Allowing free speech is not the same as permitting, for example, incitement to murder or racial hatred, argues Colin Randall
Recent UK events highlight the issue of free speech
The despicable van attack outside London’s Finsbury Park mosque, which left one person dead and several injured, produced a hero for humanity. Indirectly, it also reactivated an important debate on the freedom of expression.
For the hero of the piece, look no further than Mohammed Mahmoud, the imam of a neighbouring mosque who stood between an understandably angry crowd and the driver, possibly saving him from serious harm.
Mr Mahmoud, Egyptian-born but a Londoner from infancy, knew the place for punishment of the suspect, if convicted, was a court of law, not a north London street. His actions are rightly much admired even if he dismisses talk of heroism.
The free speech issue was highlighted after the attack by the case of Tommy Robinson.
Undeserving of any admiration at all, this man runs one anti-Islam group, Pegida UK, and was co-founder of another, the English Defence League. Could there be a more unattractive figure to invoke when arguing that people should broadly be able to say what they think?
Mr Robinson’s appearance on British television angered those who consider no platform should be offered to such individuals. He insulted the Quran and Islam, claimed Islamophobia was not a real word and urged a temporary ban on Muslim immigrants entering Britain.
It adds up to an unsavoury diet of hatred, fear-mongering and disrespect. But banishing him from the airwaves is another matter.
Two men – coincidentally sharing the surname Garbutt – sprang to mind during my reflections on a question to which no easy answer exists.

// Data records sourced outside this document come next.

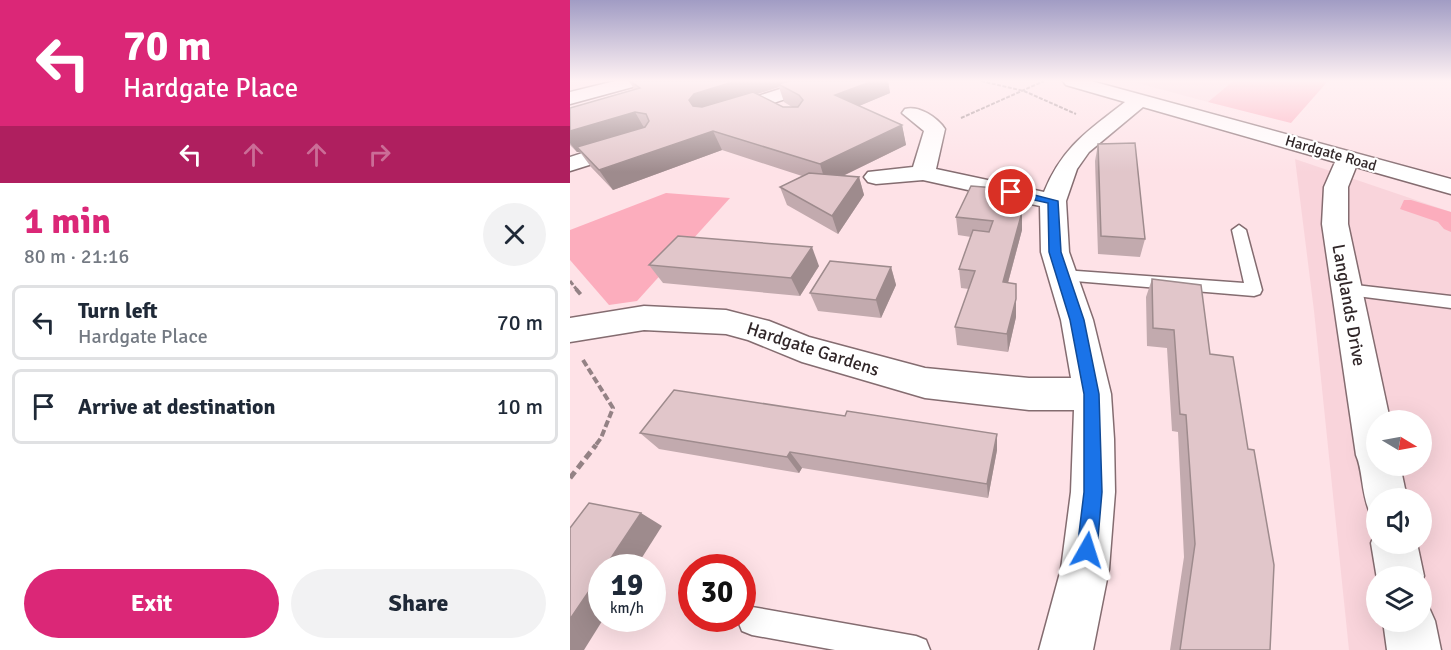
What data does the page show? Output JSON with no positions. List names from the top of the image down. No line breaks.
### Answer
{"streets":{"street":["Hardgate Road","Langlands Drive","Hardgate Gardens"]},"crossings":[["Hardgate Road","Langlands Drive"]],"north":"right","page":{"turn":["70 m","Hardgate Place"],"heading":["1 min","80 m · 21:16"],"list":[{"name":"Turn left","note":"Hardgate Place","value":"70 m"},{"name":"Arrive at destination","value":"10 m"}],"speed":"19 km/h","limit":"30","buttons":["Exit","Share"]}}
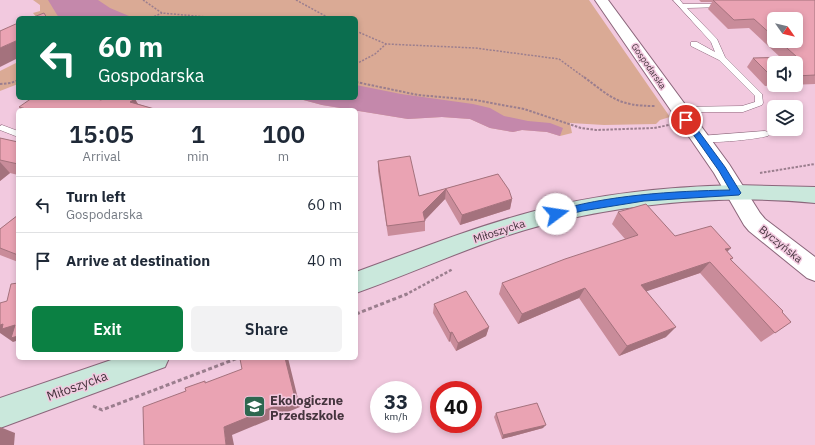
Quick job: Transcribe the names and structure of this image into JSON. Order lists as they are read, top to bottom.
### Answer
{
  "streets": {
    "street": ["Gospodarska", "Miłoszycka", "Byczyńska"]
  },
  "crossings": [
    ["Gospodarska", "Miłoszycka"],
    ["Gospodarska", "Byczyńska"],
    ["Miłoszycka", "Byczyńska"]
  ],
  "places": {
    "school or university": ["Ekologiczne Przedszkole"]
  },
  "north": "bottom right",
  "page": {
    "turn": ["60 m", "Gospodarska"],
    "eta": [
      "15:05",
      "Arrival",
      "1",
      "min",
      "100",
      "m"
    ],
    "list": [
      {
        "name": "Turn left",
        "note": "Gospodarska",
        "value": "60 m"
      },
      {
        "name": "Arrive at destination",
        "value": "40 m"
      }
    ],
    "buttons": ["Exit", "Share"],
    "speed": "33 km/h",
    "limit": "40"
  }
}
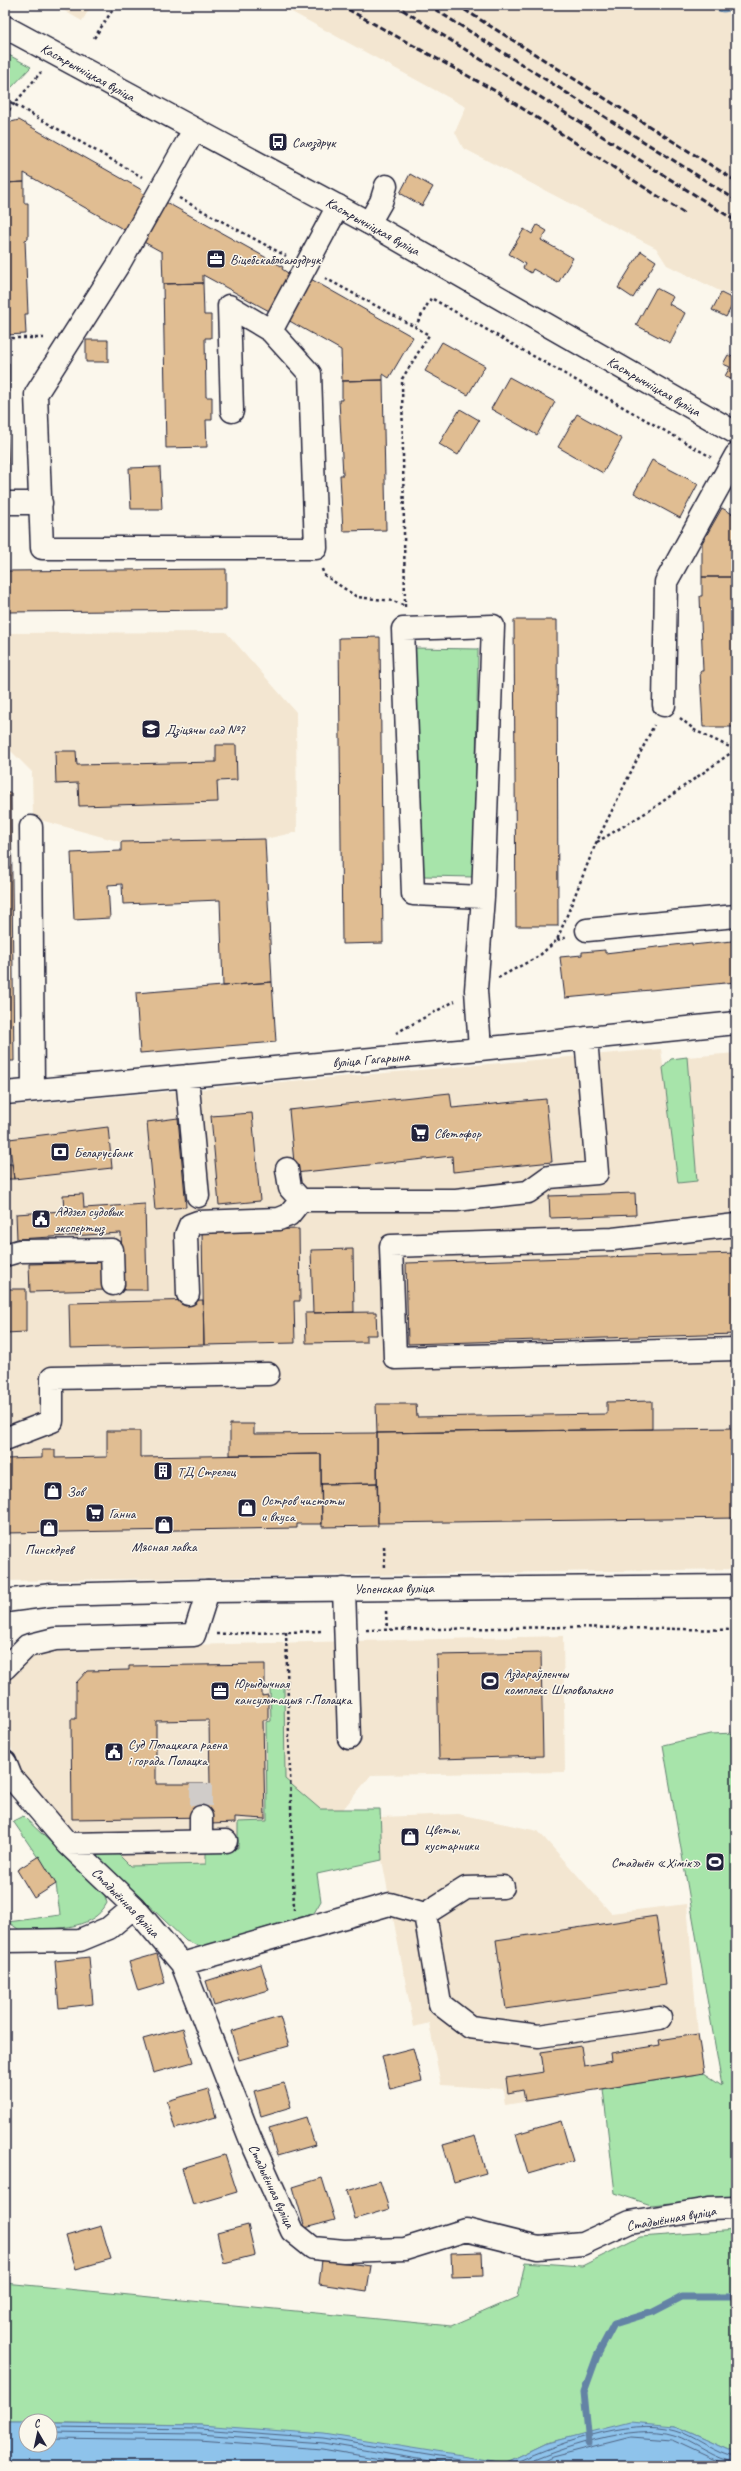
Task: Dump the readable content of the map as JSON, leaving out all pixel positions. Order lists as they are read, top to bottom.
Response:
{
  "streets": {
    "street": [
      "Кастрычніцкая вуліца",
      "вуліца Гагарына",
      "Успенская вуліца",
      "Стадыённая вуліца"
    ]
  },
  "places": {
    "bus stop": ["Саюздрук"],
    "office": ["Віцебскаблсаюздрук", "Юрыдычная кансультацыя г.Полацка"],
    "school or university": ["Дзіцячы сад №7"],
    "supermarket": ["Светофор", "Ганна"],
    "bank": ["Беларусбанк"],
    "public building": ["Аддзел судовых экспертыз", "Суд Полацкага раена і горада Полацка"],
    "building": ["ТД Стрелец"],
    "shop": [
      "Зов",
      "Остров чистоты и вкуса",
      "Мясная лавка",
      "Пинскдрев",
      "Цветы, кустарники"
    ],
    "sports": ["Аздараўленчы комплекс Шкловалакно", "Стадыён «Хімік»"]
  },
  "north": "top"
}
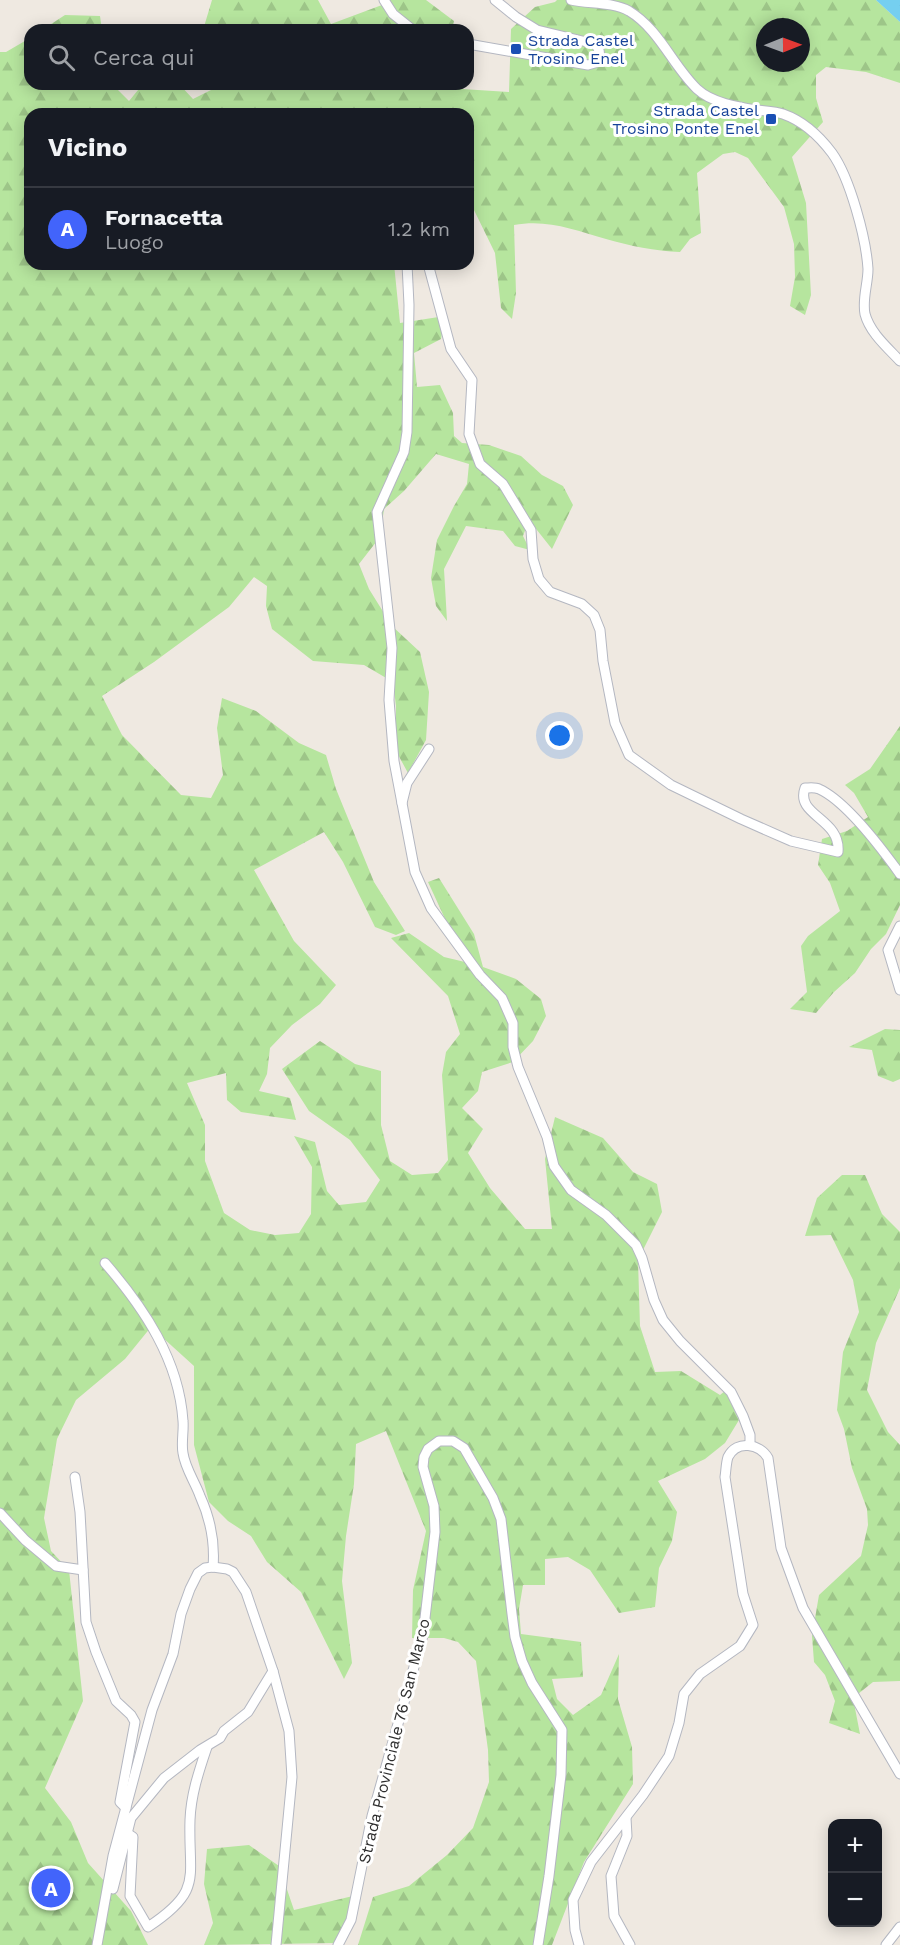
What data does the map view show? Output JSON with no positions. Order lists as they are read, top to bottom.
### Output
{
  "streets": {
    "street": ["Strada Provinciale 76 San Marco"]
  },
  "places": {
    "transit": ["Strada Castel Trosino Enel", "Strada Castel Trosino Ponte Enel"]
  },
  "north": "right",
  "page": {
    "search": "Cerca qui",
    "heading": "Vicino",
    "list": [
      {
        "mark": "A",
        "name": "Fornacetta",
        "note": "Luogo",
        "value": "1.2 km"
      }
    ],
    "map_buttons": ["+", "−"],
    "pins": "A"
  }
}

Vin Garbutt, a gifted singer and raconteur who died from heart disease this month, endured difficulties in his career when certain folk club and festival organisers blacklisted him. His crime? His work included self-composed songs, notably Little Innocents and The Secret, that articulated his opposition to abortion. Whatever we think of his stance, this was a scandalous denial of a basic right; he quite properly refused contracts that expressly forbade him to perform those songs.
Nick Garbutt edited Northern Ireland’s main nationalist newspaper, The Irish News, in the early 1990s. He strongly opposed the ban on the republican leader Gerry Adams, inextricably linked to the terrorist IRA’s hierarchy, and like-minded characters being heard on radio or television.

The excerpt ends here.